Dataset below:

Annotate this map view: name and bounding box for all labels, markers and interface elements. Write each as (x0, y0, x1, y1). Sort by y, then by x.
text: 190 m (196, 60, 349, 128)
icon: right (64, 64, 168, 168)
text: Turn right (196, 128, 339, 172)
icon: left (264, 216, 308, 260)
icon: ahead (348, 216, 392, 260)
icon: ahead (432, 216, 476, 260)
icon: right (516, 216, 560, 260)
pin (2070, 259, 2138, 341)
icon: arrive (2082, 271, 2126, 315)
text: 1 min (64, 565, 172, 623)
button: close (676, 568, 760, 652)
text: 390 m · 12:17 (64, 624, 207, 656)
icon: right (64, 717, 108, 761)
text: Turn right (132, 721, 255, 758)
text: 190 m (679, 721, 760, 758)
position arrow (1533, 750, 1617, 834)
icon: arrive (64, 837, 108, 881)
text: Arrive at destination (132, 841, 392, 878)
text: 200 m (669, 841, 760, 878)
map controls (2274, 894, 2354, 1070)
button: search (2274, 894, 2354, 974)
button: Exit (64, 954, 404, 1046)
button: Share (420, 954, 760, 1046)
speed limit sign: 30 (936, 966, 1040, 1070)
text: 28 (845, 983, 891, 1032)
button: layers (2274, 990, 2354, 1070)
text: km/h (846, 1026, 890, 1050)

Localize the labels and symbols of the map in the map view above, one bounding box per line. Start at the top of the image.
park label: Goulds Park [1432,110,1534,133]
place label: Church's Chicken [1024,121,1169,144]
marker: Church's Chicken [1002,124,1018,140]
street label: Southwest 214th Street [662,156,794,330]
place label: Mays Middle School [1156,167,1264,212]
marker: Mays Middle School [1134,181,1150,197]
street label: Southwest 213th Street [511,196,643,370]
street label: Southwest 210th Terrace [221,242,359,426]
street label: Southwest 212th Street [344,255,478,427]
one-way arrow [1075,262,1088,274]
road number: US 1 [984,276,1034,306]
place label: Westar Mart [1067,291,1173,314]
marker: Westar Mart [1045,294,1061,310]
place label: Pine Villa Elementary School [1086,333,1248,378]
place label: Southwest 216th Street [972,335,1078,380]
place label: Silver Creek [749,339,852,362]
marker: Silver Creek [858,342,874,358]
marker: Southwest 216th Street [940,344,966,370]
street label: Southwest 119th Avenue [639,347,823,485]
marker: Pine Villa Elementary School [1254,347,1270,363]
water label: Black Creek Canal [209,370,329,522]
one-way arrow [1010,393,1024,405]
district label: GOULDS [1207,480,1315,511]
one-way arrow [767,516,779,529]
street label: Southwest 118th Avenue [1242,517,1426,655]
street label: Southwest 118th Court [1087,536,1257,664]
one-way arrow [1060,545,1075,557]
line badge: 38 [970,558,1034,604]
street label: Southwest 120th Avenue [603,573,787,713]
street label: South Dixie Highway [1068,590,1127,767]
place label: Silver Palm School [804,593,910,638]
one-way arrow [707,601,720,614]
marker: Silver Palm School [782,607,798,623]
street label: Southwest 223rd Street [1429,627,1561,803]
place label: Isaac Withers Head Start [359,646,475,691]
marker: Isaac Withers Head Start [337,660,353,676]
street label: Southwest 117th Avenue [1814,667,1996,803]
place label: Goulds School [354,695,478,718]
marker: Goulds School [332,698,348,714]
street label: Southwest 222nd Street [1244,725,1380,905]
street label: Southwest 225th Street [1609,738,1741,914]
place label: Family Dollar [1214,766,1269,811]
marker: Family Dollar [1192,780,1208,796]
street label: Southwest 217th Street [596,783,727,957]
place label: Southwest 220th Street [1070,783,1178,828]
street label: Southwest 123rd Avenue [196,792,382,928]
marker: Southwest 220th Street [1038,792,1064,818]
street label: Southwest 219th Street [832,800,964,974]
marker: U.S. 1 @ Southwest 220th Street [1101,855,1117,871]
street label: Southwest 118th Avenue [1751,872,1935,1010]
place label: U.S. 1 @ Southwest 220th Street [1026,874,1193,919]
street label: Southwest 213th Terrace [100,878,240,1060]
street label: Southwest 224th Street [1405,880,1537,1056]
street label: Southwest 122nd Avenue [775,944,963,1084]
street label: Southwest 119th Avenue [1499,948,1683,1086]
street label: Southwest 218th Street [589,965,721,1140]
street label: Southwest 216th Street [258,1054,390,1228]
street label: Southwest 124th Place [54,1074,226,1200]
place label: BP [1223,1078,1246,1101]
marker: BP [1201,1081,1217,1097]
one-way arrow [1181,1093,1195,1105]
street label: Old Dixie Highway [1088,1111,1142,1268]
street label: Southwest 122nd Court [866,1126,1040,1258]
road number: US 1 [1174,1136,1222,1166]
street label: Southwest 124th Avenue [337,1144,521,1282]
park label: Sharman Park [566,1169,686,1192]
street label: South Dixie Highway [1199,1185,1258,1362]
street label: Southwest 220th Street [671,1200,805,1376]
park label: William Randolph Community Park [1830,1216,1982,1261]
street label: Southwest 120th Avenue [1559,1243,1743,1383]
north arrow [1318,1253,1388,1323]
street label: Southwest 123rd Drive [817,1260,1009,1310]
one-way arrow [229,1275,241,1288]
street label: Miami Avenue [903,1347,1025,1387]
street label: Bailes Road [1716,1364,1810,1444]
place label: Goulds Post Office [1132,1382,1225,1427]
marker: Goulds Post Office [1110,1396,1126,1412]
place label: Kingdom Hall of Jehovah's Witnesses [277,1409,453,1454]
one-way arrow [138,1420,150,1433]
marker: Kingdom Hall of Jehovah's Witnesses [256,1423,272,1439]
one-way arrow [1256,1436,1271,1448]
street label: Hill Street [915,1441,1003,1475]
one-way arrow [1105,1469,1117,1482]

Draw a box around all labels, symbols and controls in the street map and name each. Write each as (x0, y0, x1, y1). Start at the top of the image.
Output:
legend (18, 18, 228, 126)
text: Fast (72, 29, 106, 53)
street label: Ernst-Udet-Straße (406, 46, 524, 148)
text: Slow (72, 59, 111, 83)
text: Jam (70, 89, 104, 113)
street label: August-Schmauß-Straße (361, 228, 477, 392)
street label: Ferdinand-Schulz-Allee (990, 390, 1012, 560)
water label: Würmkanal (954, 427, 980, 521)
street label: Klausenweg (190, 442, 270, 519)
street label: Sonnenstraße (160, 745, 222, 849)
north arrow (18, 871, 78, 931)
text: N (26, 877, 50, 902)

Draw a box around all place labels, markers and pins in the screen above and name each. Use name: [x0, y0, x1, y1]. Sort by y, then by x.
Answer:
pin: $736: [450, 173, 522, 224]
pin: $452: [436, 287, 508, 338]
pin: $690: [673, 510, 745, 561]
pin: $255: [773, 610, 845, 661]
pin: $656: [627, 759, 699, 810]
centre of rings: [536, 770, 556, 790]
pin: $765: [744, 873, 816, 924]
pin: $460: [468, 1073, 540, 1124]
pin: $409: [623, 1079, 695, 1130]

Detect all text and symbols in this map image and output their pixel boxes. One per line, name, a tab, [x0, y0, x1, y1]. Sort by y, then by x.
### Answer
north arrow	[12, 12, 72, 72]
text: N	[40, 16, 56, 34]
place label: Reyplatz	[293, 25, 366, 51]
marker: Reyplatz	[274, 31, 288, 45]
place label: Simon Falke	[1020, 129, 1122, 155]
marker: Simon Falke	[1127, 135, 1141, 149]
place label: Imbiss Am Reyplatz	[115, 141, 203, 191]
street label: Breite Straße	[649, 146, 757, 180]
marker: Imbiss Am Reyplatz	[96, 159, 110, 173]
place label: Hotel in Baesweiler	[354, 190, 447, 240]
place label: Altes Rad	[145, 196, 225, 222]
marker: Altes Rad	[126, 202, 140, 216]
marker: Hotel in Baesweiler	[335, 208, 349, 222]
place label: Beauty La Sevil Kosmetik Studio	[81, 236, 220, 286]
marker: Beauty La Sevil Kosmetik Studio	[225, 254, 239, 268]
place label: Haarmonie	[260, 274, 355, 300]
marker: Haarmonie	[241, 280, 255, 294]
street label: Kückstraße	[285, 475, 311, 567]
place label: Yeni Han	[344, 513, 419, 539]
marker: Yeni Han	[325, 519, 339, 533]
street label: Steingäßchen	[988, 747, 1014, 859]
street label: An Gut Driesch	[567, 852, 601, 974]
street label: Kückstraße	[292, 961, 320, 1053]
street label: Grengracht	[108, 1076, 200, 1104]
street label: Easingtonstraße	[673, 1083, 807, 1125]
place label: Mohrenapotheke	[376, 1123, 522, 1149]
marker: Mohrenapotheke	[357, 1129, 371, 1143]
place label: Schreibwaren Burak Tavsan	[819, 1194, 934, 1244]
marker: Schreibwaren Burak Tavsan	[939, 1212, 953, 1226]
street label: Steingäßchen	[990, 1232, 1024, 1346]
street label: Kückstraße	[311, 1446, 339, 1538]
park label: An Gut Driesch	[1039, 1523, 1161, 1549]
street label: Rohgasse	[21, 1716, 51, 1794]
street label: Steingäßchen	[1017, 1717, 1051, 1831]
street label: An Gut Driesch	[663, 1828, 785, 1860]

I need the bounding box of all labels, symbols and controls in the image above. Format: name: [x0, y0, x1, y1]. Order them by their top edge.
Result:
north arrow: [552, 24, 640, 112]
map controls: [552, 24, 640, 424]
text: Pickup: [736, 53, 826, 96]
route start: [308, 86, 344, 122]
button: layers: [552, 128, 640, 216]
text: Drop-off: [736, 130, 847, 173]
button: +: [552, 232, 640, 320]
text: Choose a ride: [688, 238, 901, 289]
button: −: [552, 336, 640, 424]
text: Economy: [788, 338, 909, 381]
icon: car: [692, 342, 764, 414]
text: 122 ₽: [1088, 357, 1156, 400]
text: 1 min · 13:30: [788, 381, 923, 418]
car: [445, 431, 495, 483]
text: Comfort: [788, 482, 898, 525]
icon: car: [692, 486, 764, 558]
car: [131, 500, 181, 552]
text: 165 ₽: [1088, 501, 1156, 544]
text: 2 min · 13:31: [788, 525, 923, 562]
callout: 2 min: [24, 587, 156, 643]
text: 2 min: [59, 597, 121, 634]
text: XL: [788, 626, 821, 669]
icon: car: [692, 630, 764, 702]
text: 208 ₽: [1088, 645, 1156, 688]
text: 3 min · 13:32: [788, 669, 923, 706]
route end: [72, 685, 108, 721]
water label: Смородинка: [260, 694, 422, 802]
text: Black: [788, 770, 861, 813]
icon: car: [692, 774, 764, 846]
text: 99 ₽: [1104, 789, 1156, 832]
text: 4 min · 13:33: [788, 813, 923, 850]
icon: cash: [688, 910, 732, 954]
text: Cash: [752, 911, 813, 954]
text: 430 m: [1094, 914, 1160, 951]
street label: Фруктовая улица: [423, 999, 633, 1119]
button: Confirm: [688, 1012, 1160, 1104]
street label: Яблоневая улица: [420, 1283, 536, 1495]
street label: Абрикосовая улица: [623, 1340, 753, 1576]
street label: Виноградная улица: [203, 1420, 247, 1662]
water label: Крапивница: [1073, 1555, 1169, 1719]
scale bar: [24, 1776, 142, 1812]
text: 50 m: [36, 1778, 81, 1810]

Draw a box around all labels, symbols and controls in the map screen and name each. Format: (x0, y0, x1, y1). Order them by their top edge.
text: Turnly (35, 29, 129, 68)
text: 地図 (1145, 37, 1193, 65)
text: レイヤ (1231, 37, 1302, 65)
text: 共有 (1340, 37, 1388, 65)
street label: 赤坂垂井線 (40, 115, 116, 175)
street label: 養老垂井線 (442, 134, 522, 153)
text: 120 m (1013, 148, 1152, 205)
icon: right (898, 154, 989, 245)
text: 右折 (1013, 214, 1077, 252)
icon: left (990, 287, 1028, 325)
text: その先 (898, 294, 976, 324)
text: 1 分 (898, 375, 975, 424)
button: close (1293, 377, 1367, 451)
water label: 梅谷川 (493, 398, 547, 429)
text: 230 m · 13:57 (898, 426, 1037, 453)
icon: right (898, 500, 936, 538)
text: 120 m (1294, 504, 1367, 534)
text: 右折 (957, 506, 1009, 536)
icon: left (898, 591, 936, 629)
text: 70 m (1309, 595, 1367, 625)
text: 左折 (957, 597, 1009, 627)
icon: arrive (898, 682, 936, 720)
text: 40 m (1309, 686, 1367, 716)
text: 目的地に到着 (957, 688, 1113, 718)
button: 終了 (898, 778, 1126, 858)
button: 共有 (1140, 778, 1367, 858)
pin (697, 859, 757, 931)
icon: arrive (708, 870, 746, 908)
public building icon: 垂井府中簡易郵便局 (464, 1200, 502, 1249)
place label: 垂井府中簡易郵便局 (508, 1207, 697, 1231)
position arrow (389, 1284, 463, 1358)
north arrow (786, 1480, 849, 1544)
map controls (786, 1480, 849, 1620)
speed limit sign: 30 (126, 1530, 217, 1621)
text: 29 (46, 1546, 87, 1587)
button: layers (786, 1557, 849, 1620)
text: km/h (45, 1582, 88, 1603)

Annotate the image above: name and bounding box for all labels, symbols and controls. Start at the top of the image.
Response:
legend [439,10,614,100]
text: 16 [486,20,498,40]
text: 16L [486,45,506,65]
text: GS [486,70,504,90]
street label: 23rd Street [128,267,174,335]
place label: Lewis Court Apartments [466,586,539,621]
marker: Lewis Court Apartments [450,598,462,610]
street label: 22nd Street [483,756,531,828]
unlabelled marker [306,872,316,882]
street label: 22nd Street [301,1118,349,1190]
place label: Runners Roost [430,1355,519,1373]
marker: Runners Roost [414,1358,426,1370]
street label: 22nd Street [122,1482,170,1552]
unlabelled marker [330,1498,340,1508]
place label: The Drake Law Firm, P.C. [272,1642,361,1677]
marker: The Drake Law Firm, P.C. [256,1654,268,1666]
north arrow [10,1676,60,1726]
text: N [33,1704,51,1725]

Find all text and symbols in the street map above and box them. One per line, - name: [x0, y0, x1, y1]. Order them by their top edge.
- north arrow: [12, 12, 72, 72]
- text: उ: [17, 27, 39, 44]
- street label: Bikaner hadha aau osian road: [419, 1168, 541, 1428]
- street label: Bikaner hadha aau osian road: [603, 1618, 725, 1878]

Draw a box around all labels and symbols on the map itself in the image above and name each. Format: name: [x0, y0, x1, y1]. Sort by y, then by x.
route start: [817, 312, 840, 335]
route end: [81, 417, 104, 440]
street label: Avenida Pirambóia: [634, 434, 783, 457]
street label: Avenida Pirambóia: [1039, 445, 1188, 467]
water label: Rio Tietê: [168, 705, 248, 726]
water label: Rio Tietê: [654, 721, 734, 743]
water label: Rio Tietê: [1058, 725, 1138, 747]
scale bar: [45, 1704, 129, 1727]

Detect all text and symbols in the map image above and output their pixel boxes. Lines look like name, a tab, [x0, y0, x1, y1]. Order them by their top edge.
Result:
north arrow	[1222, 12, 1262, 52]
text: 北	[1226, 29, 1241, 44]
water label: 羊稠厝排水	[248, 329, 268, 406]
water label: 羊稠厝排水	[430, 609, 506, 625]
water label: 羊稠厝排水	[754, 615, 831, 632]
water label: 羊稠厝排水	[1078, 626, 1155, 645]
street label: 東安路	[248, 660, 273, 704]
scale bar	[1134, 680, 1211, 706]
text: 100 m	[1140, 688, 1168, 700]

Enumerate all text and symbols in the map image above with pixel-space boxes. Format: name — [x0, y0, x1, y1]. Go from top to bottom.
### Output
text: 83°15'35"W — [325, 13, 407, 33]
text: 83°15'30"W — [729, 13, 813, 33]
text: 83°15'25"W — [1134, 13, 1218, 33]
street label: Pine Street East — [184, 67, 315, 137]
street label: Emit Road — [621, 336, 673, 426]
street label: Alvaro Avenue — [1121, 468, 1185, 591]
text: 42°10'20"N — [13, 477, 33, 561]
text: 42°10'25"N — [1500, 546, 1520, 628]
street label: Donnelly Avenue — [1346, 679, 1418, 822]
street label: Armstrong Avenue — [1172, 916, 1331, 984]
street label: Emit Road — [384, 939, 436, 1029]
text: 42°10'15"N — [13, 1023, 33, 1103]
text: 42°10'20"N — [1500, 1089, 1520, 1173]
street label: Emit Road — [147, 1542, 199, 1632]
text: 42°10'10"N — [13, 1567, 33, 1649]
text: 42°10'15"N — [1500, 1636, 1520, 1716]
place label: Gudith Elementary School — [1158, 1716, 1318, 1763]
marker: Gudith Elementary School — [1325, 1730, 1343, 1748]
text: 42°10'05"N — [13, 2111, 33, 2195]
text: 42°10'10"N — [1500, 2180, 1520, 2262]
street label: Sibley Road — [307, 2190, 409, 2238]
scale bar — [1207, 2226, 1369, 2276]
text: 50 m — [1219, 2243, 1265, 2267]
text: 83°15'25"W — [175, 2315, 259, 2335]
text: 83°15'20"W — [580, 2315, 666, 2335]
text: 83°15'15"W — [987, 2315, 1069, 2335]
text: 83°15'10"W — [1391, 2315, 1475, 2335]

End of Dataset.

▶ **Goal of the exercise**
Which lines in the data hold the string "Elementary"? Copy each of them.

▶ **Solution to the exercise**
place label: Pine Villa Elementary School [1086,333,1248,378]
marker: Pine Villa Elementary School [1254,347,1270,363]
place label: Gudith Elementary School — [1158, 1716, 1318, 1763]
marker: Gudith Elementary School — [1325, 1730, 1343, 1748]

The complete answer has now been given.